Idem pour la graisse et les autres tissus. Mais ce n’est pas tout. Henk Hoogenkamp explique ensuite que, aussi intéressant voire plus que la viande de culture, il est possible d’élever des insectes de façon industrielle pour fournir les protéines nécessaires à l’alimentation humaine. La solution, pour les rendre consommables, sera de mélanger ces protéines d’insectes à des substances végétales : Le potentiel des protéines d’insectes

 

 

« Les protéines d’insectes sont de haute qualité et peuvent aussi être arrangées pour mimer les tissus animaux. De plus, des hydrolysas de protéines d’insectes peuvent être ajoutées aux protéines végétales pour les compléter en acides aminés essentiels. Après les bactéries et les champignons, les insectes comptent parmi les organismes les plus efficients de la planète, ayant besoin de peu d’énergie et de nourriture pour se développer. Les connaissances et technologies nécessaires aux cultures d’insectes sont bien maîtrisées, et offrent des avantages comparables à celles de la viande de culture. »

 

Et le pire – le pire, cher lecteur – c’est que, après avoir lu cet article en entier, je suis absolument convaincu que l’humanité se nourrira effectivement de protéines d’insectes et de viande de culture d’ici quinze ans au plus tard. Peut-être pas vous et moi, mais certainement nos collègues, nos amis, et peut-être même nos enfants et notre entourage proche.

 

Voici pourquoi :

 

Henk Hoogenkamp explique qu’un seul prélèvement de cellules souches, sur un seul animal, pourrait permettre de produire 20 000 tonnes de bœuf de culture, autrement dit 175 millions de hamburgers.

 

Il explique que plus de 50 % de la production de viande de bœuf actuelle étant consommée hachée, dans des hamburgers ou des plats préparés, il n’y a aucune raison objective de continuer à la produire de façon coûteuse, avec des animaux vivants.

 

La viande de culture est aussi, selon lui, plus saine puisqu’elle ne risque pas d’être infectée par la salmonelle, l’E. Coli ou la maladie de la vache folle.
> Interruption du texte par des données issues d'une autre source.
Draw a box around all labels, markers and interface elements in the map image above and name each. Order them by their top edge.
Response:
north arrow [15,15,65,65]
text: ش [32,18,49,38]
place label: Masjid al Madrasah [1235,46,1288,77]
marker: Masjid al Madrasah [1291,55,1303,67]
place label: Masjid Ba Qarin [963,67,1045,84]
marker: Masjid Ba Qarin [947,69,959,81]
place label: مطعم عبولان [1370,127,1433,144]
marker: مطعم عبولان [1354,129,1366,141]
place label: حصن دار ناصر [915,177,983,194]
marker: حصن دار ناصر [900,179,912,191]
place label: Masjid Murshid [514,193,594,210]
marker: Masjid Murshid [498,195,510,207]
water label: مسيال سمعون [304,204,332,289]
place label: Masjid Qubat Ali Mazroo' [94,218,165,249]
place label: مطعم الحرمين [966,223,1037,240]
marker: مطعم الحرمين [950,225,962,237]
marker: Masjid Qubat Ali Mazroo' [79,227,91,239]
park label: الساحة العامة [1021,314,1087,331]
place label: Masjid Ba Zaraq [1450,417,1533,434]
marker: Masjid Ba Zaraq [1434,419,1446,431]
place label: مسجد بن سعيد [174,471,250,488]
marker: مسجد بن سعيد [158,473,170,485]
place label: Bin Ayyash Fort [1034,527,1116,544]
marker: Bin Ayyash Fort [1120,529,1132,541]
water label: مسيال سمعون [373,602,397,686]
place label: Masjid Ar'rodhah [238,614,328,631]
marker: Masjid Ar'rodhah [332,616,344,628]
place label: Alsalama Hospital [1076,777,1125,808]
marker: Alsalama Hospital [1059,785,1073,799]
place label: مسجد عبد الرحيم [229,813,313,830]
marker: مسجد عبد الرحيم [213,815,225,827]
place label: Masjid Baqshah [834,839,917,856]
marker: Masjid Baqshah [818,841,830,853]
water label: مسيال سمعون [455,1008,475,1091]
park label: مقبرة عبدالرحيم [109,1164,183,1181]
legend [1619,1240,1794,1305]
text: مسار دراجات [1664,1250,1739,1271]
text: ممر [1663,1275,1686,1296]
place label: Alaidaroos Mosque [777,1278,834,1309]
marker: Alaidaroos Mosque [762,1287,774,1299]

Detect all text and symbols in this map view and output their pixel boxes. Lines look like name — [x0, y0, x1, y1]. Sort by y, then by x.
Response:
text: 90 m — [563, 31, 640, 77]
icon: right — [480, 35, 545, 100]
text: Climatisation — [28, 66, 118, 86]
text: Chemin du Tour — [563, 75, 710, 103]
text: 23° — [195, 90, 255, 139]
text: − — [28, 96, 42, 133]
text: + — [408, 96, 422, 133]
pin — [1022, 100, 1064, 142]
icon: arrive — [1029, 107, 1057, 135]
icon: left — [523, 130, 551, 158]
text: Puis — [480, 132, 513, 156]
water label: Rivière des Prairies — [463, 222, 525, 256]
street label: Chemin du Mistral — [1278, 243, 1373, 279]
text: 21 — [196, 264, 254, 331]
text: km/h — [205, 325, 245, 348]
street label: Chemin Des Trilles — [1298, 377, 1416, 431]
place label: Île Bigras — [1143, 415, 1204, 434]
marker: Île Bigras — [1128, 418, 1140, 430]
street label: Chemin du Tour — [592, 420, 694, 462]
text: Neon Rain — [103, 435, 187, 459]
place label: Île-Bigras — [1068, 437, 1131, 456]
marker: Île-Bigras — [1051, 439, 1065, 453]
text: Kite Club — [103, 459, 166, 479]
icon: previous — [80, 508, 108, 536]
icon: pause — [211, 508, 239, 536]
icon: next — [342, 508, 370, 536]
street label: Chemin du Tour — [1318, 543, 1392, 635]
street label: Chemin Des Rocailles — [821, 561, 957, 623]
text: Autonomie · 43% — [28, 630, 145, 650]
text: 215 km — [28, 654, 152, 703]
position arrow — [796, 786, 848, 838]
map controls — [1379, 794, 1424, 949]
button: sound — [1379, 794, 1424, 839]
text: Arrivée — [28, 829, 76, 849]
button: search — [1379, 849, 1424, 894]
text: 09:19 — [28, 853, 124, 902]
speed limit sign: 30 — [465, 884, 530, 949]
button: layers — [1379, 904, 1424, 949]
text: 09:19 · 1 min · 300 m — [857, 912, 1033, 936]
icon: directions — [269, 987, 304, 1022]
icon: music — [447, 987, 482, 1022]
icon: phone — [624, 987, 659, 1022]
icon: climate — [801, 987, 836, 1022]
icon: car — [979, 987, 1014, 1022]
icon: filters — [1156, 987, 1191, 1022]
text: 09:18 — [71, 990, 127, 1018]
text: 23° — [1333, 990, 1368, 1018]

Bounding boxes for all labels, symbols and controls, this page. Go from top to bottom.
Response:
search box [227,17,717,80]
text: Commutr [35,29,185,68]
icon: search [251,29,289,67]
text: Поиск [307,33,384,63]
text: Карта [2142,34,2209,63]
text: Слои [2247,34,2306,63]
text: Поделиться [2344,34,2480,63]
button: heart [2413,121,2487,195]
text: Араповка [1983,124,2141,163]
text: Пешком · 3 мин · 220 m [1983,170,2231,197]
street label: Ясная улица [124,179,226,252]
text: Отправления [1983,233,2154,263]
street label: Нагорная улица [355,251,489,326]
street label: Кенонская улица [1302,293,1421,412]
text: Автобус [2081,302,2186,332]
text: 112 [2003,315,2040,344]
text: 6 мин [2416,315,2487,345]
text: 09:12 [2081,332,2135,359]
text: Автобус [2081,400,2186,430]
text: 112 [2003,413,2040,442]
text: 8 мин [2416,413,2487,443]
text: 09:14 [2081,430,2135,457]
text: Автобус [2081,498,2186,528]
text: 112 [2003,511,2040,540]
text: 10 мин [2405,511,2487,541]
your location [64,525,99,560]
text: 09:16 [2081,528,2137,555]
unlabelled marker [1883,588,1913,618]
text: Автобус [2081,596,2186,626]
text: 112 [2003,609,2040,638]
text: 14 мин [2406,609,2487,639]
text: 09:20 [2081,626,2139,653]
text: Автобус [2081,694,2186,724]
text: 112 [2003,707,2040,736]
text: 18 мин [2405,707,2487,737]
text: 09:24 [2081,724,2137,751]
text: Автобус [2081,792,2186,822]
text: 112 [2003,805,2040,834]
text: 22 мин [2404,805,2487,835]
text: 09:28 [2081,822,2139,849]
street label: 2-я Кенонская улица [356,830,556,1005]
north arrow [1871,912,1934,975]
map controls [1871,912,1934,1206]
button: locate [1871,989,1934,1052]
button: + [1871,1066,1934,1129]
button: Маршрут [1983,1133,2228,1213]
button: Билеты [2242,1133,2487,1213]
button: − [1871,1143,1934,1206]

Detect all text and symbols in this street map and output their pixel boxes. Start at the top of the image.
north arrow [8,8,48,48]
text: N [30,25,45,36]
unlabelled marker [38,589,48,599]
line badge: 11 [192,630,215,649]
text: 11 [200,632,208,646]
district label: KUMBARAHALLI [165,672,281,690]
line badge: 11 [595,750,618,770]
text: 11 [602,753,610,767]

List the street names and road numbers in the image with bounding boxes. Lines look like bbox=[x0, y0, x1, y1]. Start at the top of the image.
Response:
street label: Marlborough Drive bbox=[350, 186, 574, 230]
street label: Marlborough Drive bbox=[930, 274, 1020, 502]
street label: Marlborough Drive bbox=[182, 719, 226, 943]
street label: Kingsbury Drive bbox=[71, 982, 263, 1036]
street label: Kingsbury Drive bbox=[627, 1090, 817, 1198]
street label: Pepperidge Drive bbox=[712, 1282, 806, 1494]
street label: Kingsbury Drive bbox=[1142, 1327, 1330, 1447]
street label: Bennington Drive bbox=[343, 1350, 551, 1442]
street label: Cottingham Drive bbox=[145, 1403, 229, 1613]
Sa consommation réduirait donc le risque pour l’être humain de cancer, de maladies cardiovasculaires, et de diabète.

 

Il démontre ensuite que la viande de culture est nettement plus écologique que la viande d’élevage : produire un kilo de viande nécessite 9 kilogrammes de nourriture et 2 000 litres d’eau, et l’élevage occupe 70 % des terres agricoles, en pâturages ou en production de nourriture pour le bétail.

 

 

« Le bœuf de culture pourrait réduire les besoins en terre agricole et l’élevage en batterie. (…) Il réduit aussi l’émission de méthane et de gaz à effets de serre. »

 

« La production de viande in vitro utilisant des cellules souches, aussi appelée viande de culture, est possiblement une alternative écologique et durable aux cycles de croissance inefficaces du bétail », conclut-il. (la suite ci-dessous)

 

C’est sans doute la raison pour laquelle Sergey Brin, le cofondateur de Google, et qui se trouve toujours à la pointe des nouveautés, a déjà investi des sommes importantes pour pousser plus loin ce concept.

 

Vous pouvez donc vous attendre à ce que le grand matraquage commence et que, après quelques années à vous dire « c’est pas possible ! », tout le monde autour de vous finisse par s’y habituer. Jusqu’à ce que nos enfants et petits-enfants ne se posent même plus la question.

 

A votre santé !

 

Jean-Marc Dupuis

Des sénateurs étasuniens appellent l’Union européenne à lever les barrières à la malbouffe chimique

Traduit de l’anglais par Contre La Cour, corrigée et complétée par Fortune

Caricature vache aux hormones

© Inconnu

Les principaux membres de la Commission des finances du Sénat ont placé la barre très haut pour les négociations commerciales en cours entre les États-Unis et l’Union européenne, en insistant sur la nécessité de résoudre les conflits anciens et pleins d’âpreté, relatifs aux méthodes de transformation de viande de bœuf et de volaille et au blocage, par l’UE, de certaines méthodes américaines de production de viande de bœuf.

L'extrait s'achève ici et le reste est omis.